On pricing, this week I ordered my bottle of one distillery’s bottle for the cancelled Feis Ile. No problem with the price of the bottle but when I got to the checkout the shipping charge was over £15! Apparently the shipment company is based in Germany. I’m gobsmacked, disgruntled, feeling a bit ripped off. It’s not the distillery’s fault. What can their HQ be thinking? I’ve ordered other things from Islay’s distilleries, the most recent being a bottle a few months back and the shipping charge was less than half of that.
A note recently from Glenfarclas telling me that their visitor centre will be closed for the rest of this year. Sad but sensible given all the quarantine restrictions in various places and some countries managing the virus better than others. They want to protect both their visitors and their lovely staff. I’ve spoken to one or two other distilleries but their response is that further decisions are still to be taken on when/if they might be open again. However, it wouldn’t surprise me if others did follow suit. If I hear more, I’ll post it here.

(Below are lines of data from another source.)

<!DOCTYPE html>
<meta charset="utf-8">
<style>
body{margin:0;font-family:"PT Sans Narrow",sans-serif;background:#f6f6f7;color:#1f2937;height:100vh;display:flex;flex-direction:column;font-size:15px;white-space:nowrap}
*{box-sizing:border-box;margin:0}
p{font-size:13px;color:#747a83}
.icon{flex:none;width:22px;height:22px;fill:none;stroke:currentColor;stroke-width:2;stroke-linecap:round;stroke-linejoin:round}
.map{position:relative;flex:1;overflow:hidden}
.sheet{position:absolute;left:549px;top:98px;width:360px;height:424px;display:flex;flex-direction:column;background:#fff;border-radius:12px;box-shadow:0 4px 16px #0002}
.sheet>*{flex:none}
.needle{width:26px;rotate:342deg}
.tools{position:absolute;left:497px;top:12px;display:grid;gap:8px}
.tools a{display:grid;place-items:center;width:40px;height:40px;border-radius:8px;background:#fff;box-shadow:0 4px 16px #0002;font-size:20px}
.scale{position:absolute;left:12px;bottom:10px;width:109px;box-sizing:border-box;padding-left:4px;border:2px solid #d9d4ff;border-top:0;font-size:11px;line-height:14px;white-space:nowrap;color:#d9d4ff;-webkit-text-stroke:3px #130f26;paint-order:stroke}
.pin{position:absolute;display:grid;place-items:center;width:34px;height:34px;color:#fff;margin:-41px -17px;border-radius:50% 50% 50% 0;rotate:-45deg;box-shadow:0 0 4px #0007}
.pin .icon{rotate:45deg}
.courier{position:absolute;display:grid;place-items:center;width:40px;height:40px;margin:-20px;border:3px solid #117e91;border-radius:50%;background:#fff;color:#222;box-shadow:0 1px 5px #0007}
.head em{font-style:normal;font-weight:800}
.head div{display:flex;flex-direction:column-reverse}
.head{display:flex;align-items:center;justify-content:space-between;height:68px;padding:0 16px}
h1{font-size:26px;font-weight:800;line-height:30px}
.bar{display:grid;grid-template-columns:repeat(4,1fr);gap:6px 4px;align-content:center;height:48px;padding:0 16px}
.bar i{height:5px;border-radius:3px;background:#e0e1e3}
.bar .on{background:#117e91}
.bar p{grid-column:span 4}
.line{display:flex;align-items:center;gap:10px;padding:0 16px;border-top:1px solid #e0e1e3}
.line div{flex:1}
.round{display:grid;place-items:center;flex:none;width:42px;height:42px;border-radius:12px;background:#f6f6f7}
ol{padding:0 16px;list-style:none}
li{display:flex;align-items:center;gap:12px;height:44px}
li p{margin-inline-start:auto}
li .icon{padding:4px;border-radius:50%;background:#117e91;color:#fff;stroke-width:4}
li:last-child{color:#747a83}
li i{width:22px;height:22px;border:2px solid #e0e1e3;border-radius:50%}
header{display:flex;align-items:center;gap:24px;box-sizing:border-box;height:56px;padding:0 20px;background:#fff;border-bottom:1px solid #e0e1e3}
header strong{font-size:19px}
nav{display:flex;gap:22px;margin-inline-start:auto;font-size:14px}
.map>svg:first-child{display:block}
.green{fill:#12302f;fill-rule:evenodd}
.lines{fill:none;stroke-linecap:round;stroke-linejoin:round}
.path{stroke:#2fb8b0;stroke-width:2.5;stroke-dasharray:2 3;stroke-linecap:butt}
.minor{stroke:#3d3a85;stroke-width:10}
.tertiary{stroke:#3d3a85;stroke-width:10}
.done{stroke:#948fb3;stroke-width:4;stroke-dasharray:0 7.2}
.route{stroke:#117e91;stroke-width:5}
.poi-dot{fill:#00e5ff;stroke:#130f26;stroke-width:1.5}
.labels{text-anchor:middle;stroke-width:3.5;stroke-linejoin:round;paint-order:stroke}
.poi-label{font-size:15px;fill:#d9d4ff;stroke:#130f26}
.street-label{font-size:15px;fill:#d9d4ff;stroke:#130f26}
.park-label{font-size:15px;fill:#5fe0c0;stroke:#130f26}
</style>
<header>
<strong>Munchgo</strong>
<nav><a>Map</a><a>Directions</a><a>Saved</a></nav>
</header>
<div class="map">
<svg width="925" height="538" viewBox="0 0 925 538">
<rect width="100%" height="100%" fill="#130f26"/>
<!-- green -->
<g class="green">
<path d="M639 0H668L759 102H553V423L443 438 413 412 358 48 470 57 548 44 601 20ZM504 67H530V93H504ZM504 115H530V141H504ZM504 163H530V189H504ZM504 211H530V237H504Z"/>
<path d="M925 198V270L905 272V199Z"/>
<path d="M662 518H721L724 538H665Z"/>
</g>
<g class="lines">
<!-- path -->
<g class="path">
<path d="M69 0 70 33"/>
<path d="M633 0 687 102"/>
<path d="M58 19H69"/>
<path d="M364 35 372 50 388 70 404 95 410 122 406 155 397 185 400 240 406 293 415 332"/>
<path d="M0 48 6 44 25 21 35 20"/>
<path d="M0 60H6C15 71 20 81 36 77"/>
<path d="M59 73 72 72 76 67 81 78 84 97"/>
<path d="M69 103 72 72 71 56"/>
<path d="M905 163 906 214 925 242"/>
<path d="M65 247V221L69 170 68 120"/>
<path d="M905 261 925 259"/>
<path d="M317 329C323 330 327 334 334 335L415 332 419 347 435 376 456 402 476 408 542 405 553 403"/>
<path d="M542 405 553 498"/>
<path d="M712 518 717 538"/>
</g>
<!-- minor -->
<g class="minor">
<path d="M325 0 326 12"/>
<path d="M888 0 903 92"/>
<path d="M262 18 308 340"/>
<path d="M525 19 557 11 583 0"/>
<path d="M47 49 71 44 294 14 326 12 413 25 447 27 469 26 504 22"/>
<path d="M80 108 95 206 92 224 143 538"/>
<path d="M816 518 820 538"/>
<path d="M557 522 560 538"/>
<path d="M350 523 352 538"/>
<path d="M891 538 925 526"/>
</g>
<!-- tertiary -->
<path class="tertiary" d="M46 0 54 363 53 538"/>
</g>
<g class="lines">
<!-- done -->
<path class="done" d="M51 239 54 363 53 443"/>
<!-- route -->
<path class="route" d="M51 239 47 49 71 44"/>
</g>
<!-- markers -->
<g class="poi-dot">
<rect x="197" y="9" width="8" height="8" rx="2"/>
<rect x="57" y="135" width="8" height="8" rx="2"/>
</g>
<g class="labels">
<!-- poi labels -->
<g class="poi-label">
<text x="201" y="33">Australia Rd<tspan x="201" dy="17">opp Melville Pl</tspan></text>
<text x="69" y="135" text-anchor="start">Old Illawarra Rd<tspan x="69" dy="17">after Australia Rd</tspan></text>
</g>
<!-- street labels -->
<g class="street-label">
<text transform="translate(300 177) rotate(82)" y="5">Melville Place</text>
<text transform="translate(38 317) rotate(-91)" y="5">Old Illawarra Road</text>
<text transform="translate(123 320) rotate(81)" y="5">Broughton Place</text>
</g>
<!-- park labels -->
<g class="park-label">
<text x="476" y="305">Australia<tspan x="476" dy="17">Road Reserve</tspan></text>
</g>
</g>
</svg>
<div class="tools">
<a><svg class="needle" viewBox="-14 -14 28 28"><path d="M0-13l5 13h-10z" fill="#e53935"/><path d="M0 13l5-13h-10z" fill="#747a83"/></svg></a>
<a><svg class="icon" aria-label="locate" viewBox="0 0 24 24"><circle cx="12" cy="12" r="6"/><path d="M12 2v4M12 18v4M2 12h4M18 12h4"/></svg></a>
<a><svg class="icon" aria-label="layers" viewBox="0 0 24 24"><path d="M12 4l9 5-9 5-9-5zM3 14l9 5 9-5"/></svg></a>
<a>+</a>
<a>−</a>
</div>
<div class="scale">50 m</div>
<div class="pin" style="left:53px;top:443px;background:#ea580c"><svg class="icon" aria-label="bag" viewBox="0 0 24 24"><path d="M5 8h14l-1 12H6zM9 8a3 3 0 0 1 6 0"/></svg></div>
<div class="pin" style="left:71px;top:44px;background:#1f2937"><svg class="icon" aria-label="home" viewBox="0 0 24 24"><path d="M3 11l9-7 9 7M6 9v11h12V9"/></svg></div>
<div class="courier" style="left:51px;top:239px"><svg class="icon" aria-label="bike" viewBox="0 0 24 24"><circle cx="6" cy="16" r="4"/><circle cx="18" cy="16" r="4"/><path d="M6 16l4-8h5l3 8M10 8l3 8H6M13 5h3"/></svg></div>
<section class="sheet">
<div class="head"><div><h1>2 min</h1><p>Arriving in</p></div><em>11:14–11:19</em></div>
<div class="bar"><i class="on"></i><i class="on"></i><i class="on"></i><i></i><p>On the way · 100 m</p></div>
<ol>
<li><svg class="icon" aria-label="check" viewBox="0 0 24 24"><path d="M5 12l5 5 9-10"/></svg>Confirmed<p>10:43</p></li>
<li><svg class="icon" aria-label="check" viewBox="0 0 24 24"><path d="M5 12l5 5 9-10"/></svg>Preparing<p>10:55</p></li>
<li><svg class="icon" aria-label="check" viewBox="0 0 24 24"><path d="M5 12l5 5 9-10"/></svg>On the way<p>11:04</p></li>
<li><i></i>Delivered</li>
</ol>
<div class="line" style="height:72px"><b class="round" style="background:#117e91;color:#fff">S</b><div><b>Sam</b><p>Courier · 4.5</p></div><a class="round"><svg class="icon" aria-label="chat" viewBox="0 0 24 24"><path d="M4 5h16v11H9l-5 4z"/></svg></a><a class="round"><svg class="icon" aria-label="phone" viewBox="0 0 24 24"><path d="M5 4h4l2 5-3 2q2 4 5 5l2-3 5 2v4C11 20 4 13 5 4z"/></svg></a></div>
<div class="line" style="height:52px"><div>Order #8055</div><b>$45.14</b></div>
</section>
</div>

A bottle of one of the world’s oldest surviving cognacs – Gautier Cognac 1762 – broke a world record this week after selling fror £118,580 at an online auction. Not that I’m being competitive or anything but much more recent whiskies than 1762 have done better than that! Till June, keep smiling and keep well. Maybe a dram a day keeps the doctor away…(but only as part of responsible drinking).